In the boot you get a waterproof luggagebox, underfloor storage and 431 litres of space – expandable to 1473 litres with the rear seats down. And talking of those second row pews – it takes a trick out of the Honda Jazz playbook. Not only do the seat backs fold down, but the seat base also flips up and locks vertically, thereby freeing up a tall cargo area to transports say plants or a bicycle perhaps.

Put the bases back down again and it’s not only comfortable and surprisingly spacious back here, where even a couple of large six-foot place people could happily travel. So much room is there, that if you are buying a CR-V just for the space, you really should take a look at this one first!

And not that you’re squeezed up front either. The instrument panel is mostly analogue, with nice big clear dials, but perhaps an opportunity missed to provide an additional display of mph, seeing as it’s the Sport variant in particular.

Its party piece is within a bin in the centre console between the seats, where you can fit two bottles but it’s too deep to accommodate takeaway cups – or so it seems.

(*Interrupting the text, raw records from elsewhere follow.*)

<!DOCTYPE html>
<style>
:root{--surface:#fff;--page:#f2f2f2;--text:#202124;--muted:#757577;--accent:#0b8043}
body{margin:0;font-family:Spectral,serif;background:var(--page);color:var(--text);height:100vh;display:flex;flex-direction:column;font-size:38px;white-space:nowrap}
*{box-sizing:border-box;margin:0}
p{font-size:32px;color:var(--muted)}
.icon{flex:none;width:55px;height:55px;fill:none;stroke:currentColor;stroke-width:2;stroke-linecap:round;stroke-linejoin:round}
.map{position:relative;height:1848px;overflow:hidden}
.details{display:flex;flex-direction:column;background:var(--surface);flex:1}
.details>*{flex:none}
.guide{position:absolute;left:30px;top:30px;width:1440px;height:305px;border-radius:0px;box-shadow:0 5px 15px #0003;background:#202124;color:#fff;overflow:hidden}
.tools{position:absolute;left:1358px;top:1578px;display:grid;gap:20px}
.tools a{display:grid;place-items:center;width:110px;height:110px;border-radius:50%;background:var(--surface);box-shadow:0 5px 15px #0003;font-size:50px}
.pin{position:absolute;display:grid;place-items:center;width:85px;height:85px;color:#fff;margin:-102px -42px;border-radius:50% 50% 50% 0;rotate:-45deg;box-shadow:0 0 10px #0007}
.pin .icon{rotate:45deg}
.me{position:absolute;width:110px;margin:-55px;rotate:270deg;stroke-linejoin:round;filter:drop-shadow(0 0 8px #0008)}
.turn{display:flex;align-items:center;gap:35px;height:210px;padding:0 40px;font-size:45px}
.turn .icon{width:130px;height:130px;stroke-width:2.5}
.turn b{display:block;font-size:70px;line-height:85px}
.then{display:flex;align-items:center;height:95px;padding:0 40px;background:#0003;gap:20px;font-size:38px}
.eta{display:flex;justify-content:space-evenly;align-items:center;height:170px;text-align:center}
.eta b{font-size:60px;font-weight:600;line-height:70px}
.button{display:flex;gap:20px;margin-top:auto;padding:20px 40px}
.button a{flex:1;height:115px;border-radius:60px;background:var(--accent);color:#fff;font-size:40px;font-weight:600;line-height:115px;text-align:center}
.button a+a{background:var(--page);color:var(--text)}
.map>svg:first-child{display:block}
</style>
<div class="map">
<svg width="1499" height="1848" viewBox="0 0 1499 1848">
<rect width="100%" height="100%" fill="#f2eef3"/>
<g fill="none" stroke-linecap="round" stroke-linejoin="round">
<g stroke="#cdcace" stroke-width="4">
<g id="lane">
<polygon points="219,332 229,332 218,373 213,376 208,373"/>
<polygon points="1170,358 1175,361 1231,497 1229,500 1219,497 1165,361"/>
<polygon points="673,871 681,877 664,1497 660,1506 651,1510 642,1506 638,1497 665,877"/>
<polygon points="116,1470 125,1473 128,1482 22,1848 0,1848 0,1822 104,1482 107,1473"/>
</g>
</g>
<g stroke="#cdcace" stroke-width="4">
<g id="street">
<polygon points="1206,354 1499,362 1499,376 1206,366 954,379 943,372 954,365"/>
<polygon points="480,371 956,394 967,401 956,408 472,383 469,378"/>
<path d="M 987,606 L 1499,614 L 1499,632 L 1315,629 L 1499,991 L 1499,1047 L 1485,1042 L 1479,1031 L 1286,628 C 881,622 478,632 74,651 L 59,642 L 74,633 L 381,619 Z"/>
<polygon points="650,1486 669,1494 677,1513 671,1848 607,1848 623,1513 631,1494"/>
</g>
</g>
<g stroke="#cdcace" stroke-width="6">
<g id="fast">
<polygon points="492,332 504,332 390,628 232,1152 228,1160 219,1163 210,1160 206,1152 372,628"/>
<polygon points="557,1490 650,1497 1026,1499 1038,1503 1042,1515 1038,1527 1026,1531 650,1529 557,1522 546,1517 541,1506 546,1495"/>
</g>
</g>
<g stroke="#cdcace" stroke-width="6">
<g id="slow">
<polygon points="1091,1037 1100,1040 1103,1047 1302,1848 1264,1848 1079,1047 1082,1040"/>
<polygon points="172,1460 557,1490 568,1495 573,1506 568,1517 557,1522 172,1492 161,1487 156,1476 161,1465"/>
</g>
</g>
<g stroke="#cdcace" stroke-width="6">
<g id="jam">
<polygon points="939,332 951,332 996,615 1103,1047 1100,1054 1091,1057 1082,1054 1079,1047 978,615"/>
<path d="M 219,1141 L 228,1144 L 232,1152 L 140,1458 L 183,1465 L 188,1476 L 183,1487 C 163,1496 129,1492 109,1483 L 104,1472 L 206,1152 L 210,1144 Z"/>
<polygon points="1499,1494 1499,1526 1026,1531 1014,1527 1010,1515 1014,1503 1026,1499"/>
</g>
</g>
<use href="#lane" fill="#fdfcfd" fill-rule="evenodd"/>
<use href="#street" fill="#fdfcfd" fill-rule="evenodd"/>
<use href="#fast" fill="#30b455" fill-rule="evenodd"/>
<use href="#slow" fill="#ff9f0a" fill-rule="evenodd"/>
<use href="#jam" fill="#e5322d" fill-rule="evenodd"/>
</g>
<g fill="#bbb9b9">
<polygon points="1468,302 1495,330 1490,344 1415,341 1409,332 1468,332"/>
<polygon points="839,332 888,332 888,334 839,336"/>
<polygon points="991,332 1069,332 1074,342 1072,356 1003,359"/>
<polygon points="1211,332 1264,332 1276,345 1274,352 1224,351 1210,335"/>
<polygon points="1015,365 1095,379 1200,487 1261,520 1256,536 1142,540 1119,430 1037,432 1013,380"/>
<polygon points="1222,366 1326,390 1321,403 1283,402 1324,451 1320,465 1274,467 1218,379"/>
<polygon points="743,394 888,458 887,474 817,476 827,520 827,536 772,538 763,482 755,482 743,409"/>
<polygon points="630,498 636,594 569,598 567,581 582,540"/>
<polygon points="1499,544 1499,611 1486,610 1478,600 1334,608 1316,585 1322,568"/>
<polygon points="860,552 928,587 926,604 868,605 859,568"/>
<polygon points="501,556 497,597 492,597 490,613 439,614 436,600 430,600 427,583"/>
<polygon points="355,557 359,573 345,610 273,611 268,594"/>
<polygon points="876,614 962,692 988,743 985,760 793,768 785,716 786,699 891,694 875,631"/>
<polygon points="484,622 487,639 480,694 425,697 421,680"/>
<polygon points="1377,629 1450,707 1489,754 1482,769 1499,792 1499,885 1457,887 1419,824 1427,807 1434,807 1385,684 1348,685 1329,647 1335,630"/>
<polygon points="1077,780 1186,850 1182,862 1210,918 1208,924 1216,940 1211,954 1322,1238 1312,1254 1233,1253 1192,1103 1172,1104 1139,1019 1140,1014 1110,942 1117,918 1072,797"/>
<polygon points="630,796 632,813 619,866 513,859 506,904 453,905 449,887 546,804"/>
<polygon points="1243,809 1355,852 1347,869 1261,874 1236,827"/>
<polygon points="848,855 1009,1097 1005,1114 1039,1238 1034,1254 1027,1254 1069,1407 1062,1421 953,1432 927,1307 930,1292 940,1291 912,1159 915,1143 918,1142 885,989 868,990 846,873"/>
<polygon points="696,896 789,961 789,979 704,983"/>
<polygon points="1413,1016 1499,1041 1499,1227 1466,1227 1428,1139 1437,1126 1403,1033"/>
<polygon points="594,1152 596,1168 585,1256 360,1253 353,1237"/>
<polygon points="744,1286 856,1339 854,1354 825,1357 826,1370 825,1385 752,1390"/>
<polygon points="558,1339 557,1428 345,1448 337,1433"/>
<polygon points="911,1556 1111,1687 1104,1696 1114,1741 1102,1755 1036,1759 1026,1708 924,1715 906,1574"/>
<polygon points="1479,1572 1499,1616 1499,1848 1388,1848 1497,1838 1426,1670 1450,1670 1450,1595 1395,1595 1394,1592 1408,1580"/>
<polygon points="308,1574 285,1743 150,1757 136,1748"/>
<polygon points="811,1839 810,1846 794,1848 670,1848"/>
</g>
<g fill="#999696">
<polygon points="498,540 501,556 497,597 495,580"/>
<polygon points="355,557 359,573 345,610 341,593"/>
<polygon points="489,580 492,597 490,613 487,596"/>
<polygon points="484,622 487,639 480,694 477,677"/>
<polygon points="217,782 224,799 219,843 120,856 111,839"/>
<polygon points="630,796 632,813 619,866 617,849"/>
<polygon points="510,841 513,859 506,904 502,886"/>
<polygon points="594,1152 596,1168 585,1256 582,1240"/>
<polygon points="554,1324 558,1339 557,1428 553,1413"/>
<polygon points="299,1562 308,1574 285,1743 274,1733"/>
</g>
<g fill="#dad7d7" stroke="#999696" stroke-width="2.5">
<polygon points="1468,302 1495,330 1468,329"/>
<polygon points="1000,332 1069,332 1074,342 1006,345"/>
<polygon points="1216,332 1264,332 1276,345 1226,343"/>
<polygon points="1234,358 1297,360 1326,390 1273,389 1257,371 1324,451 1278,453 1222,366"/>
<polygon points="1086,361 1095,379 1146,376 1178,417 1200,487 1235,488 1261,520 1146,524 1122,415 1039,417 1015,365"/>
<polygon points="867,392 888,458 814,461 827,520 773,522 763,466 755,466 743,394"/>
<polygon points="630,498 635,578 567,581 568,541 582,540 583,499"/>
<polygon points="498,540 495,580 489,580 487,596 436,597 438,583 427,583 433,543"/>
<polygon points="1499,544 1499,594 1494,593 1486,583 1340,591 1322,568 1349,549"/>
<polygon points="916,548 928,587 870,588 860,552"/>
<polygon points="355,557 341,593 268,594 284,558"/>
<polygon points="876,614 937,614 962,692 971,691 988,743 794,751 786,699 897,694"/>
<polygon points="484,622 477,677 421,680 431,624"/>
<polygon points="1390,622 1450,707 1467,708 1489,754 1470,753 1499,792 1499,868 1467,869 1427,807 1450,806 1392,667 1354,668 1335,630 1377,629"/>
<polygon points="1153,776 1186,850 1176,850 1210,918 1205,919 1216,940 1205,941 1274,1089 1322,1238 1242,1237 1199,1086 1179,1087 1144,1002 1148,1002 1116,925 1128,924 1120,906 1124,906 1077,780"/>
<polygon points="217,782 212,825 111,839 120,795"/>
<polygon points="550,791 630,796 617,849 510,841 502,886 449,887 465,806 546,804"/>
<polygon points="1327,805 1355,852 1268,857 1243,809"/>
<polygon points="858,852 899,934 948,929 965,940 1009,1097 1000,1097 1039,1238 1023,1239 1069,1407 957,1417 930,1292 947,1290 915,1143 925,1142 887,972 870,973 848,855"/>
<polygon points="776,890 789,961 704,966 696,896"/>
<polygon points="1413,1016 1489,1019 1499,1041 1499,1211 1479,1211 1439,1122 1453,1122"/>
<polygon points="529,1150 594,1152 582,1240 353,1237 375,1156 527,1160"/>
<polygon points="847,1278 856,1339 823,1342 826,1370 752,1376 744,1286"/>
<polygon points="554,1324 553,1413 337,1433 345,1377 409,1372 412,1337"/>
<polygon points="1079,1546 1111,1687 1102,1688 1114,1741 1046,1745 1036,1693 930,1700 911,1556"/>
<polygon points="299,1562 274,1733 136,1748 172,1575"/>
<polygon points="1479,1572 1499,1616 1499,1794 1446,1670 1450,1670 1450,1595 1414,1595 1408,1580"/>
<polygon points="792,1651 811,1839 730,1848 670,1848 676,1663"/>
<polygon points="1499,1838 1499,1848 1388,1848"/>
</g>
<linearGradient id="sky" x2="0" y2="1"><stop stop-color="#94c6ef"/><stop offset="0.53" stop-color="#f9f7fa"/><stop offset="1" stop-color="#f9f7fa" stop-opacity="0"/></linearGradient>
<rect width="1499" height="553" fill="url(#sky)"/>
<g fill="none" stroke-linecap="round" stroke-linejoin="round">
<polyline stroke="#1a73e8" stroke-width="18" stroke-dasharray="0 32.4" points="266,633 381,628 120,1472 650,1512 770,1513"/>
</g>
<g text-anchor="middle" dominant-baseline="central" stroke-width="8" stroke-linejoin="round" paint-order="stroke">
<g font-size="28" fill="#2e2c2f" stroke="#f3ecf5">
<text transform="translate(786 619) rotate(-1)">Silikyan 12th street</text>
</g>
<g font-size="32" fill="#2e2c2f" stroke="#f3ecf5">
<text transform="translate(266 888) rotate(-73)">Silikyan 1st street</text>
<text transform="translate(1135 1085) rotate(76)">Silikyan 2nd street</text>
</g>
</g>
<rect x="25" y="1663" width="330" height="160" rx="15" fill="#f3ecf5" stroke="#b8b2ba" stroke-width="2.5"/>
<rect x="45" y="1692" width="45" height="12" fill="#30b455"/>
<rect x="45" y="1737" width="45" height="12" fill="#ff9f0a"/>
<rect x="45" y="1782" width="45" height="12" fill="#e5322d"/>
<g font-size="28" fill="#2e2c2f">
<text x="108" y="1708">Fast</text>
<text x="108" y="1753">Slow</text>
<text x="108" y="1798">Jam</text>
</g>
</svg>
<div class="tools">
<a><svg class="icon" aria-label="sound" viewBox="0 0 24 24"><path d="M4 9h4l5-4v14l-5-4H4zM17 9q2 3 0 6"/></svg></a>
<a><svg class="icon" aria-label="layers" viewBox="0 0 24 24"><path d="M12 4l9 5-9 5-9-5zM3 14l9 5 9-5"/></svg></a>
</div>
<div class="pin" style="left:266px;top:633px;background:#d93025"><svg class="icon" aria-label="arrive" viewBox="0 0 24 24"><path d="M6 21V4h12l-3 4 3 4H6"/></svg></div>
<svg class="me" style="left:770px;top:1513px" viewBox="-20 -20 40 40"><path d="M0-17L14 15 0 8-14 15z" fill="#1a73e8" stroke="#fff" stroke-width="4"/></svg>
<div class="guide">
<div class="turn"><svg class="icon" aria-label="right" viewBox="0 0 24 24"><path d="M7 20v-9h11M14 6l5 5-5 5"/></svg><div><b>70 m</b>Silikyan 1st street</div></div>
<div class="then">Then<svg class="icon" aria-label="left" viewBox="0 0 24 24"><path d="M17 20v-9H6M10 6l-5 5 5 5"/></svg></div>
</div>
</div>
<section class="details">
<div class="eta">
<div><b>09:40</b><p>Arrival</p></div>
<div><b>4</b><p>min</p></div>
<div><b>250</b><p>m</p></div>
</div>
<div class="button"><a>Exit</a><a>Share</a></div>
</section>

Press a couple of buttons and two false floors pop up. It’s brilliant and will keep your passengers amused for all of 30 seconds. Also within this area are USB and even HDMI plugs, but they are hidden under bridge for the transmission shifter which, okay, keeps them out of sight, but can also make them difficult to access.

On the go the CVT transmission is relatively forgivable for being unobtrusive and mostly forgettable (which is what you want from an auto-box) it’s only when you press on hard does it start to drone. The steering weights up quite a bit, surprisingly so, just as the suspension is perhaps a little firmer than I would have expected. Not that it makes the ride uncomfortable, there is a compliance in the way it manages city roads that will keep most people happy.

All of which does make it a little more entertaining and enjoyable to drive than your average compact SUV. It remains neutral through corners up to a point, keep understeer in check, avoids too much body roll and performance is quite decent for this type of car.

The question is, however, if you can that fractional extra stiff-ness and increased get-up-and-go from your HR-V. If you are after a performance SUV, you’d probably not be looking at a Honda HR-V in the first instance (though clearly you should). For most looking at this sort of vehicle, despite not having driven them, I rather suspect the lesser power petrol model and/or the diesel would be perfectly acceptable.

A more pertinent question for me is whether I’d consider downsizing to an HR-V from the CR-V. It doesn’t look like you’d lose much in terms of practicality and space, and might gain in terms of saving a few pounds. But then that’s a CR-V, and this isn’t. And if I got this, I’d feel like I’d missed out a little bit.